Judging from my friends’ reactions (and the level of unrest in the Blogosphere and Punditstan), Sarah Palin’s nomination has unleashed a tidal wave of fear and despair large enough to sweep defeat from the jaws of victory—unless we can master this reactivity and get on with winning the election.
I have lost count of the emails I’ve received from panicked progressives. Most of them take one of two tacks. Some attempt to counter the Big Lie strategy of evil genius Karl Rove by refuting each lie with documented fact or first-person testimony from people who know the candidate. This example is from Paul Krugman’s elegant little screed on the subject in Thursday’s New York Times:
Did you hear about how Barack Obama wants to have sex education in kindergarten, and called Sarah Palin a pig? Did you hear about how Ms. Palin told Congress, “Thanks, but no thanks” when it wanted to buy Alaska a Bridge to Nowhere?
These stories have two things in common: they’re all claims recently made by the McCain campaign — and they’re all out-and-out lies.
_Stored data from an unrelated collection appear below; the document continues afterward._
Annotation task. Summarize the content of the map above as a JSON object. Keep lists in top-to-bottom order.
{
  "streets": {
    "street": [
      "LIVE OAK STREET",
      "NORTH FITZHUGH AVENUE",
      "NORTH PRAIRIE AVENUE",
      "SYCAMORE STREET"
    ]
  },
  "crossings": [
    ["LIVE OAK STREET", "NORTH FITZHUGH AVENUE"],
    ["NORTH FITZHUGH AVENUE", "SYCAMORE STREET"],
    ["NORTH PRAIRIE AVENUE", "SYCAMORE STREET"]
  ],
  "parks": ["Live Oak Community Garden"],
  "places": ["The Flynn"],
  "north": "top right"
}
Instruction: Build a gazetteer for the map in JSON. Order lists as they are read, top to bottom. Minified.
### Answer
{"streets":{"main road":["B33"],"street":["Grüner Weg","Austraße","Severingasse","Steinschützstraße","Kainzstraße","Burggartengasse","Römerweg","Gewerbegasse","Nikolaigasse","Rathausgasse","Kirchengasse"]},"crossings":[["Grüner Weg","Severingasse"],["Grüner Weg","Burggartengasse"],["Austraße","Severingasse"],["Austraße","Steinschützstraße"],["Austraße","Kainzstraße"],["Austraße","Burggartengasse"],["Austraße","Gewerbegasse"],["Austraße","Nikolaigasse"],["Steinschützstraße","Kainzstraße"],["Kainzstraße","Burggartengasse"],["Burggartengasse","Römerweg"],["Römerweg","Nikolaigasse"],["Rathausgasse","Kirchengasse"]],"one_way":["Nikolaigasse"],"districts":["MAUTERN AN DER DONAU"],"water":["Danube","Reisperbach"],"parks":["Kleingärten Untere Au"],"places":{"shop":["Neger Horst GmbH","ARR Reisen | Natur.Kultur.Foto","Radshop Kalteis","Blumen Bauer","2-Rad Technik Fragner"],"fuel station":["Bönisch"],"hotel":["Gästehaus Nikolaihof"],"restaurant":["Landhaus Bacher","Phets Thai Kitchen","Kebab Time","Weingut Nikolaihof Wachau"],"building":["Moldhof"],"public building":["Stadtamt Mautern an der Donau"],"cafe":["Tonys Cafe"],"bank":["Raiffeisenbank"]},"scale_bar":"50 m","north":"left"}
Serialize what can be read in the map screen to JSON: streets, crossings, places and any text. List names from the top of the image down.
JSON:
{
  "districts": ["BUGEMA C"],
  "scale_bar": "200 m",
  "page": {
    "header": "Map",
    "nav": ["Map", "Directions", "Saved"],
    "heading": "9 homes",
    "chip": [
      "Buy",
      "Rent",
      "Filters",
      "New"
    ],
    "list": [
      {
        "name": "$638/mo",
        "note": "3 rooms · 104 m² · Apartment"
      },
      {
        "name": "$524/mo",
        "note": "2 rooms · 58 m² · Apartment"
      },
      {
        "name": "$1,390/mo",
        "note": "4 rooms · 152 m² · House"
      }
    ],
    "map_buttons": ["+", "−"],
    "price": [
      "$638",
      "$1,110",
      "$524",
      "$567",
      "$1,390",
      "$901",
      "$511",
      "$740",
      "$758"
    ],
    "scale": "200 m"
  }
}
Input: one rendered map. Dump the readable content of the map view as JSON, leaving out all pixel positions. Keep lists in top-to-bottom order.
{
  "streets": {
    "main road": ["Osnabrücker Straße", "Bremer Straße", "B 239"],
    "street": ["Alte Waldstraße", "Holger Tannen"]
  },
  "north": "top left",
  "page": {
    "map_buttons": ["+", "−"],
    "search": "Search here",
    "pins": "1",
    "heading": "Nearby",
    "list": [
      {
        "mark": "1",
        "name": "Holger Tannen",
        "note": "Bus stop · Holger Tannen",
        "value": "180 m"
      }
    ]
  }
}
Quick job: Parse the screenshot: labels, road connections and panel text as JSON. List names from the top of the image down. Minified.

Others use a kind of outraged humor to show the disparity in how candidates are being treated:
Black teen pregnancies? A “crisis” in black America. White teen pregnancies? A “blessed event.”
If you grow up in Hawaii you’re “exotic.” Grow up in Alaska eating mooseburgers, you’re the quintessential “American story.”
Similarly, if you name you kid Barack you’re “unpatriotic.” Name your kid Track, you’re “colorful.”
The refutations are by and large accurate (a list of books Sarah Palin allegedly wanted to ban from the Wasilla, Alaska, public library is false and there are doctored photos being circulated as well). But none of them conveys the heightened terror, the outrage and fits of weeping I’ve seen. Why are people so fearful and desperate? Here are a few reasons:
- Many people are shocked by the way the Big Lie strategy has exposed a deep reservoir of irrationality beneath the seemingly rational surface of politics, by the prospect that an election will be decided by people who are so easily manipulated as to not see through such lies. The cognitive scientists and framers have been telling us that progressives’ ideal of politics as cerebral calculation—careful study, weighing up the facts, forming a reasoned conclusion—does not actually describe how many people cast their votes. Instead—especially if they have not examined the processes of their own minds and corrected for emotional manipulation—they are likely to be swayed by imagery, symbolism, by the feelings evoked by a particular notion or a particular keyword. Progressives have trouble wrenching their attention from how this decision-making process should unfold to how it often does work. Their difficulty in accepting this reality has created a kind of deer-in-the-headlights freeze that I hope will thaw soon, so we can get on with it. (Last week on the Huffington post, Jeffrey Feldman had a nice column about how such symbolism resonates with people.)
- Some people, especially women, are deeply shocked by the sight of a woman speaking with such venom and taking such hard-line, intolerant, uncaring positions. “She’s so mean,” I keep hearing, and it’s true: the glee in her voice, the gleam in her eye as she ridicules Obama and his supporters make me uncomfortable, and I don’t think it’s just because I disagree. I wouldn’t like to see Obama licking his chops with quite so much relish either. The Republicans, including Palin, are showing a ruthlessness that chills me: for instance, in Scrooge-like fashion, midwestern Republicans are compiling lists of foreclosures and planning to station people at polling stations to prevent them from voting at the addresses they no longer inhabit.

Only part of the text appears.